> NOTE: This is work-in-progress
I used the [notebook](https://www.kaggle.com/code/chiangken/introduction-and-explore-data-analysis) by [Ken Chiang
](https://www.kaggle.com/chiangken) to agument background information. 

---
# Background information

[__Auction__](https://www.londonstockexchange.com/discover/news-and-insights/what-auction) 
is the point of time where the __regular trading__, i.e., the continous matching between _sell_ and _buy_ orders, is paused.  
Orders are collected from the maket during __call period__.  
During the __call period__ an algoithm calculates the price at which __maximum__ amout of shares can be executed.  
These acution prices desctibe the state of the market, used for portfolio evaluation.  
During the __call period__ orders can be entered, modified or canceled.  
At the end of the __call period__ orders that can be matched are executed at event called __uncrossing__ at the end of the __call period__. The number shared that cannot be matched defines the __imbalance__. Depending on which shares cannot be matched, the __imbalance__ is positive (if buy-sided) or negative (if sell-sided) and 0 if neither.  

During closing cross, the __traditional order book__ data is merged with with __auction book__ data.  
At this time the bid and ask prices _overlap_.  


Acution helps to focus liquidity at a specific time and evaluate portfolio values and indexes.   
Autions take place on an __electronic order book__ that automatically matches _buy_ and _sell_ orders.  

In the __Order Book__: 
- `Bid Price`: price that _buyer_ wants to buy.
- `Ask Price`: price that _seller_ wants to sell.
- `Bid Size`: amount of shares that _buyer_ wants to buy.
- `Ask Size`: amount of shares that _seller_ wants to sell.

__None__: Ask Price $\geq$ Bid Price.

__Order book__ data reflect market __liquidity__ and __stock valuation__.

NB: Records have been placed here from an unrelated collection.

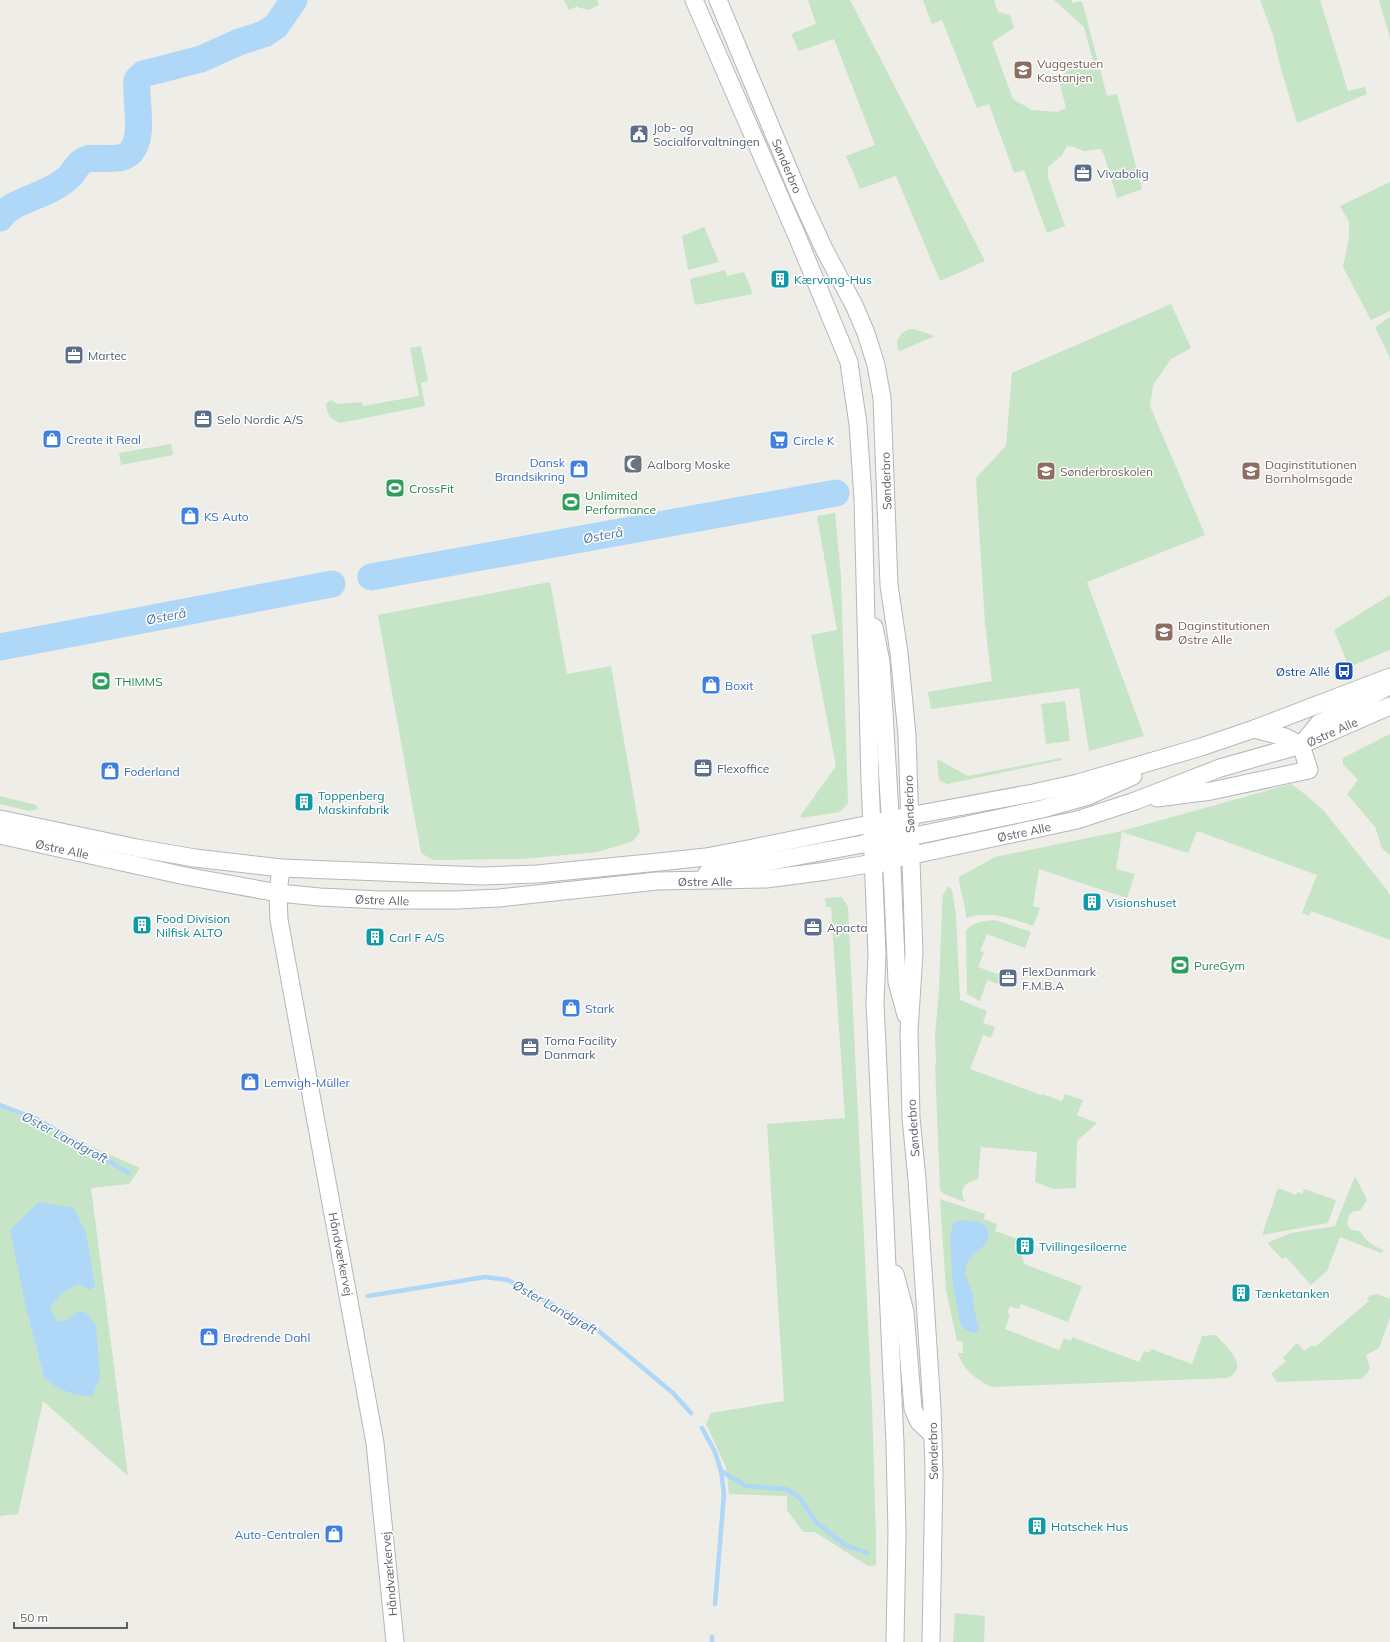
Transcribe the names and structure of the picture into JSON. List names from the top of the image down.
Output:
{
  "streets": {
    "street": ["Sønderbro", "Østre Alle", "Håndværkervej"]
  },
  "crossings": [
    ["Sønderbro", "Østre Alle"],
    ["Østre Alle", "Håndværkervej"]
  ],
  "water": ["Østerå", "Øster Landgrøft"],
  "places": {
    "school or university": [
      "Vuggestuen Kastanjen",
      "Sønderbroskolen",
      "Daginstitutionen Bornholmsgade",
      "Daginstitutionen Østre Alle"
    ],
    "public building": ["Job- og Socialforvaltningen"],
    "office": [
      "Vivabolig",
      "Martec",
      "Selo Nordic A/S",
      "Flexoffice",
      "Apacta",
      "FlexDanmark F.M.B.A",
      "Toma Facility Danmark"
    ],
    "building": [
      "Kærvang-Hus",
      "Toppenberg Maskinfabrik",
      "Visionshuset",
      "Food Division Nilfisk ALTO",
      "Carl F A/S",
      "Tvillingesiloerne",
      "Tænketanken",
      "Hatschek Hus"
    ],
    "shop": [
      "Create it Real",
      "Dansk Brandsikring",
      "KS Auto",
      "Boxit",
      "Foderland",
      "Stark",
      "Lemvigh-Müller",
      "Brødrende Dahl",
      "Auto-Centralen"
    ],
    "supermarket": ["Circle K"],
    "mosque": ["Aalborg Moske"],
    "sports": [
      "CrossFit",
      "Unlimited Performance",
      "THIMMS",
      "PureGym"
    ],
    "bus stop": ["Østre Allé"]
  },
  "scale_bar": "50 m"
}
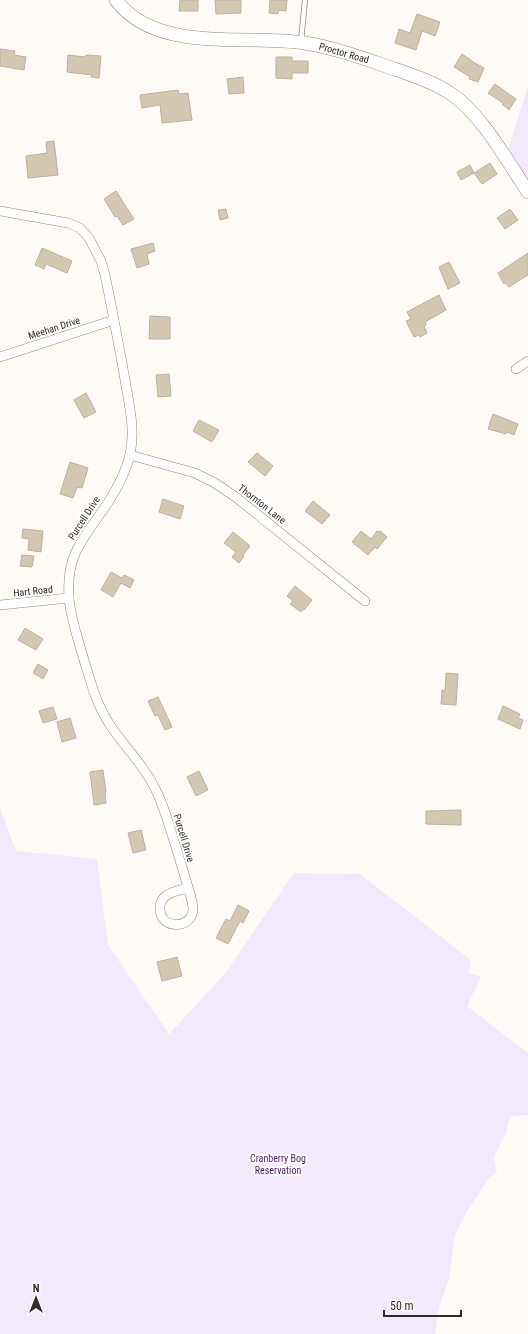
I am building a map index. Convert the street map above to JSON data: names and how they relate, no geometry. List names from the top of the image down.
{
  "streets": {
    "main road": ["Proctor Road"],
    "street": [
      "Meehan Drive",
      "Thornton Lane",
      "Purcell Drive",
      "Hart Road"
    ]
  },
  "crossings": [
    ["Meehan Drive", "Purcell Drive"],
    ["Thornton Lane", "Purcell Drive"],
    ["Purcell Drive", "Hart Road"]
  ],
  "parks": ["Cranberry Bog Reservation"],
  "scale_bar": "50 m",
  "north": "top"
}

At [__Nasdaq Closing Cross__](https://www.nasdaqtrader.com/content/productsservices/Trading/ClosingCrossfaq.pdf) almost $10\%$ of Nasdaq’s average daily volume occurs.  

Weighted Average Price is an asset price that accounts for the level and the size of orders.  
Stock valuation is _lower_ if 
- there number of offers, _Bid Size_ exceeds the number of sells _Ask Size_, given the same price. 

### Uncrossing and [_imbalance_](https://www.kaggle.com/code/chiangken/introduction-and-explore-data-analysis) 

Consider the following _closing auction order book_ as it is _uncrossed_: 

| Buy (bid) size | $P$, price | Sell (ask) size |
| --- | --- | --- |
| 0 | 20 | 1 |
| 3 | 19 | 2 |
| 4 | 18 | 4 |

The following will take place:   
- $n=0$ shares matched at $P=20$. 
- $n=3$ shares matched (bought) at $p=19$. Note. Even though $2$ are sold at this $P$. 
- $n=4$ shares matched (bought) at $p=18$. 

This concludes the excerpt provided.